Churches sometimes err on one of two extremes. Either they are too organic and relational or they are too organized and structured. If your church is neither one of those things? Well, you are just a social club. People come to your church because it’s what they think they should do, or it’s what everyone else around them does. Now, there will always be people in your church with this type of attitude, but if it’s prevalent among your members, you have to develop these people. It’s a culture issue. There may be a pseudo-community, but it lacks the depth and organization to help people grow.
If your church is very relational but not organized, it’s a family church. Relationships and caring for one another within the body are really important to everyone involved. But there’s not a structure in place to help people develop and grow, without it you cannot scale.

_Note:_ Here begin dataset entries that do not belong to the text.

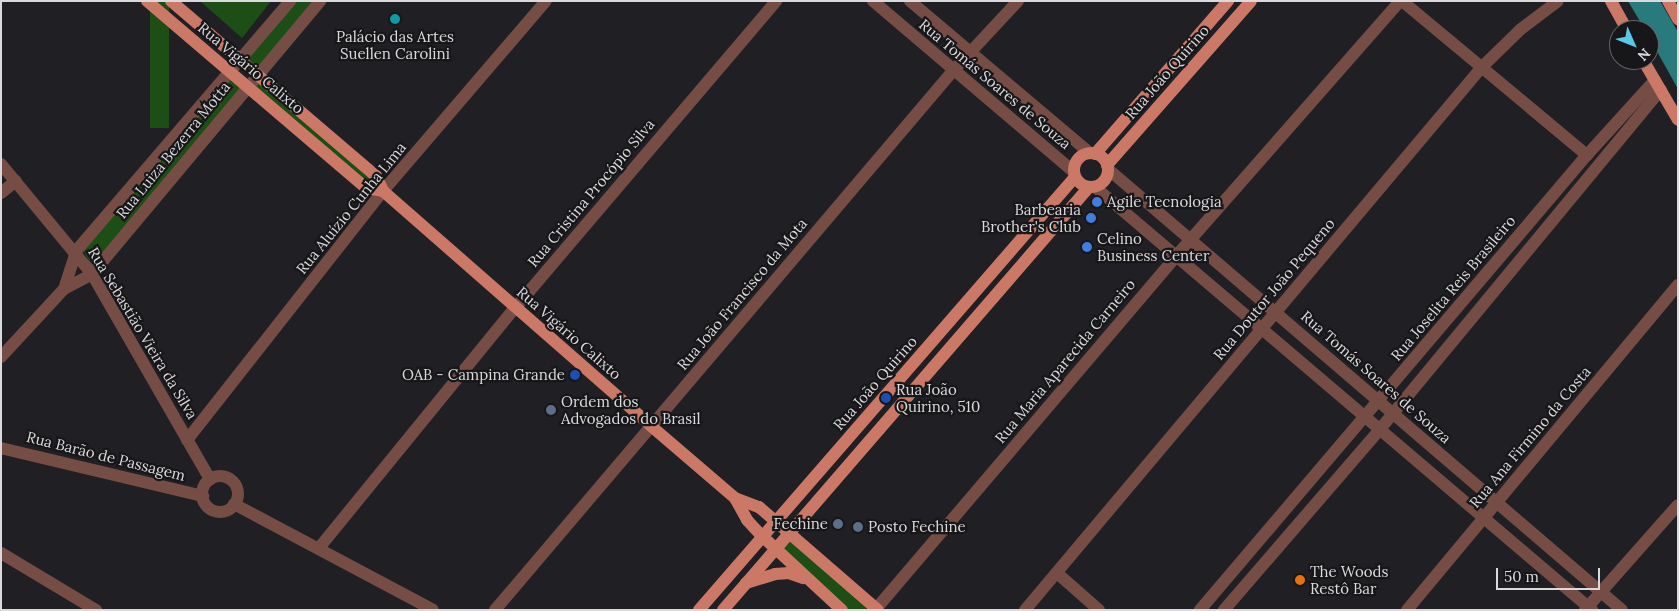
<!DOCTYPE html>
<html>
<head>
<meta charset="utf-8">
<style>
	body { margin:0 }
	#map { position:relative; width:1679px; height:611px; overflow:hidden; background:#202024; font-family:Lora,serif }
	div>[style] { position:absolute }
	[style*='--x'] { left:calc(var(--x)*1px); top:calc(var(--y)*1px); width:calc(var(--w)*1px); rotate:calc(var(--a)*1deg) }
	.green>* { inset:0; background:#1d4e16; transform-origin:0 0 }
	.water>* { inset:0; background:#297a7c }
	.minor>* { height:12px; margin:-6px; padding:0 6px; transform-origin:6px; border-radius:6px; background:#764d45 }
	.minor>.ring { margin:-6px; padding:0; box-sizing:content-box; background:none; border:12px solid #764d45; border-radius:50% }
	.major>* { height:12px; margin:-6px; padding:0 6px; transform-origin:6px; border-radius:6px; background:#cb7867 }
	.major>.ring { margin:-6px; padding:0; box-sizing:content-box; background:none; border:12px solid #cb7867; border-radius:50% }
	.dots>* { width:14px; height:14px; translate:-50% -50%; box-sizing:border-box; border:2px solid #17171a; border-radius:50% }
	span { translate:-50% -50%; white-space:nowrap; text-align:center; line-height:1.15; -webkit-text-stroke:4.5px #17171a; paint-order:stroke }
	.poi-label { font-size:15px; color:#dadadc }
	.left { translate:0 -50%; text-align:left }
	.right { translate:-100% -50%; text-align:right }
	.street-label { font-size:15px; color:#dadadc }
	.frame { position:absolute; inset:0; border:2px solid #dadadc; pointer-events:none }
	.north { position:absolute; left:1609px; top:20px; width:50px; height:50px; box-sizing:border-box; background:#17171a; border:1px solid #656568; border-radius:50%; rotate:134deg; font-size:14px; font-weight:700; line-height:20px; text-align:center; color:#dadadc }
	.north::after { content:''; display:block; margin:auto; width:18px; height:22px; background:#5bc8e7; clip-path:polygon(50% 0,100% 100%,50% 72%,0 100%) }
	.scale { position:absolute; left:1496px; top:568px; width:104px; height:22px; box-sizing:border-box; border:2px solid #dadadc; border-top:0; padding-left:6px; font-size:15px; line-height:18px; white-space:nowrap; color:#dadadc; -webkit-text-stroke:4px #17171a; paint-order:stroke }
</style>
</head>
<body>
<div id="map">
	<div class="green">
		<div style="left:150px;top:1px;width:19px;height:127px"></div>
		<div style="clip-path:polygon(200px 1px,271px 1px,242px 38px)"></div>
		<div style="clip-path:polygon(295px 1px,315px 1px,258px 67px,247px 58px)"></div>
		<div style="clip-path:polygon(259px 75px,381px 185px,374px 192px,250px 86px)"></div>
		<div style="clip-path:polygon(230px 77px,242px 87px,93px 268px,83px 250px)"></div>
		<div style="clip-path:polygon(790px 536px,874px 610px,848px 610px,778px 549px)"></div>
	</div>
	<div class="water">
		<div style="clip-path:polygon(1628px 1px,1660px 1px,1678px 32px,1678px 89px,1649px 37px,1649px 30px,1645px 30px)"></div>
	</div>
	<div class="minor">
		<div style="--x:873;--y:1;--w:264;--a:40.4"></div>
		<div style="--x:910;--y:1;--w:236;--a:40.2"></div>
		<div style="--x:1402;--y:1;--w:241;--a:39.8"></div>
		<div style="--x:1;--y:164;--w:143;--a:50.4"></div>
		<div style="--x:92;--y:274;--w:237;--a:60.1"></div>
		<div style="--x:1108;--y:169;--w:677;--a:40.63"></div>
		<div style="--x:1095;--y:187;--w:653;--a:40.4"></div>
		<div style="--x:1;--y:193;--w:19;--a:-39"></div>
		<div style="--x:64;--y:289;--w:40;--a:-72"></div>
		<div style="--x:76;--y:251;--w:329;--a:-49.4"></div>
		<div style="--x:1;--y:357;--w:93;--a:-47.2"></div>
		<div style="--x:64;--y:289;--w:32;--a:-28"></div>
		<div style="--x:92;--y:274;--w:356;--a:-50.1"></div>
		<div style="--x:187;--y:440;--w:317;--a:-51.8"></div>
		<div style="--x:383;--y:191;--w:250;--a:-49.4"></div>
		<div style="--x:1;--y:448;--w:208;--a:13.4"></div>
		<div class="ring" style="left:202px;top:476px;width:24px;height:24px"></div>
		<div style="--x:234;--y:504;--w:225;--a:28"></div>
		<div style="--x:319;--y:548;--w:310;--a:-50.8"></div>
		<div style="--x:515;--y:308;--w:403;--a:-49.6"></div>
		<div style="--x:1;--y:553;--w:111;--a:31"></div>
		<div style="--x:1057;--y:573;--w:56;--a:41.4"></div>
		<div style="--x:876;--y:609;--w:465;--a:-49.6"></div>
		<div style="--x:1177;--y:255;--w:338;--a:-48.7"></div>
		<div style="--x:495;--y:610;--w:706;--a:-49.65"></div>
		<div style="--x:952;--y:72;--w:97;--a:-47.1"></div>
		<div style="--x:1025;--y:610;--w:710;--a:-49.92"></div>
		<div style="--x:1482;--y:67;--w:54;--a:-44.3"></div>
		<div style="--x:1521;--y:29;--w:46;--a:-37.1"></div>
		<div style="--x:1200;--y:610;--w:597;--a:-49.62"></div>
		<div style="--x:1587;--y:155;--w:101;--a:-47.8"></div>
		<div style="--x:1224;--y:610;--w:240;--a:-49.2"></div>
		<div style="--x:1381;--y:428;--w:439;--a:-50.4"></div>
		<div style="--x:1407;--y:610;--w:423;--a:-50.2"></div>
		<div style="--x:1585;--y:610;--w:140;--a:-48.5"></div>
	</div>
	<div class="major">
		<div style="--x:147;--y:1;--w:288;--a:40.5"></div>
		<div style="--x:366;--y:188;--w:17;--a:10"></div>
		<div style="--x:171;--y:1;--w:270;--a:40.5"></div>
		<div style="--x:376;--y:176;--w:17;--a:65"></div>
		<div style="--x:383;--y:191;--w:356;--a:41.2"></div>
		<div style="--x:651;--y:426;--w:111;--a:40.6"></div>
		<div style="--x:735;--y:498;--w:26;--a:21"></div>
		<div style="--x:759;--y:507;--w:157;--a:40.9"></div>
		<div style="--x:1611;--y:1;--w:33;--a:61"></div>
		<div style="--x:1668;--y:1;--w:21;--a:61"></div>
		<div style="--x:1643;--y:60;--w:69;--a:59.7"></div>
		<div class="ring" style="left:1074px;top:153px;width:22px;height:22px"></div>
		<div style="--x:1095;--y:154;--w:203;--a:-49"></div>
		<div style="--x:1107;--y:165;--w:218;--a:-48.7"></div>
		<div style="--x:735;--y:498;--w:25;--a:61"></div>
		<div style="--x:747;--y:520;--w:22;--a:47"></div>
		<div style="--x:762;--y:536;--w:109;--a:42.8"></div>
		<div style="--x:746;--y:583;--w:30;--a:-17"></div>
		<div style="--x:775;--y:574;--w:14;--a:-4"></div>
		<div style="--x:789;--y:573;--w:15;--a:20"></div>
		<div style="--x:699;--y:610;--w:573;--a:-49.03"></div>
		<div style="--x:723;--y:610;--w:559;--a:-49.13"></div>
	</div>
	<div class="dots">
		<div style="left:395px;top:19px;background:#0f9aa8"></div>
		<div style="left:1097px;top:202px;background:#3f7fe0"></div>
		<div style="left:1091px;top:218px;background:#3f7fe0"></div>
		<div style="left:1087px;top:247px;background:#3f7fe0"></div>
		<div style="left:575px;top:375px;background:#1a4fb4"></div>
		<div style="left:886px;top:398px;background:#1a4fb4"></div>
		<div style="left:551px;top:410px;background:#5c6f8a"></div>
		<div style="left:838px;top:524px;background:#5c6f8a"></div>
		<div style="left:858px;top:527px;background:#5c6f8a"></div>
		<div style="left:1300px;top:580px;background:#e8710a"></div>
	</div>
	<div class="poi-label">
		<span style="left:395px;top:45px">Palácio das Artes<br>Suellen Carolini</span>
		<span class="left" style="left:1107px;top:202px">Agile Tecnologia</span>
		<span class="right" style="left:1081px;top:218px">Barbearia<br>Brother's Club</span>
		<span class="left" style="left:1097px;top:247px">Celino<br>Business Center</span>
		<span class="right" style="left:565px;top:375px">OAB - Campina Grande</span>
		<span class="left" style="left:896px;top:398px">Rua João<br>Quirino, 510</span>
		<span class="left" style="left:561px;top:410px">Ordem dos<br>Advogados do Brasil</span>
		<span class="right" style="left:828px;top:524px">Fechine</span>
		<span class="left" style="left:868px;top:527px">Posto Fechine</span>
		<span class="left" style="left:1310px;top:580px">The Woods<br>Restô Bar</span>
	</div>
	<div class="street-label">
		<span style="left:251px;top:68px;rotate:40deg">Rua Vigário Calixto</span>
		<span style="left:1167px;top:72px;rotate:-49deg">Rua João Quirino</span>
		<span style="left:995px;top:84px;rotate:40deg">Rua Tomás Soares de Souza</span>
		<span style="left:173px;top:150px;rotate:-51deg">Rua Luiza Bezerra Motta</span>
		<span style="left:591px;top:193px;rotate:-50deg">Rua Cristina Procópio Silva</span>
		<span style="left:351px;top:208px;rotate:-51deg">Rua Aluízio Cunha Lima</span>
		<span style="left:1453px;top:288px;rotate:-50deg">Rua Joselita Reis Brasileiro</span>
		<span style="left:1274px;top:289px;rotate:-50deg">Rua Doutor João Pequeno</span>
		<span style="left:742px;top:294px;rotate:-50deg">Rua João Francisco da Mota</span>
		<span style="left:143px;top:333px;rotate:59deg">Rua Sebastião Vieira da Silva</span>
		<span style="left:569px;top:333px;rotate:41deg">Rua Vigário Calixto</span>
		<span style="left:1065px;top:361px;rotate:-50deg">Rua Maria Aparecida Carneiro</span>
		<span style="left:1376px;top:377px;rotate:41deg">Rua Tomás Soares de Souza</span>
		<span style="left:875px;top:383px;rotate:-49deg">Rua João Quirino</span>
		<span style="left:1530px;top:437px;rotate:-50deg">Rua Ana Firmino da Costa</span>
		<span style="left:106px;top:456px;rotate:14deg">Rua Barão de Passagem</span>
	</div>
	<div class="frame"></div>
	<div class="north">N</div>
	<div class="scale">50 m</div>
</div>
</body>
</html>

If your church is organized, but not relational, then you are in the business category. Your organization and structure make it seem more of a transactional thing than a transformational thing. Without relationships, people likely won’t stick around even if you have a proper structure in place for their growth.
Finally, where you want to be. If you are both relational and organized, we would say you are in the missional category. People serve and relate to one another in community, they are buying into the vision, and you have a framework in place–something like a pipeline, that helps people grow and make disciples who make disciples who make disciples. I would also add there is a unique third element here and that is drive. How driven are the people in your church?
So now that you understand these personality types, assess your church and decide what you are going to do about it.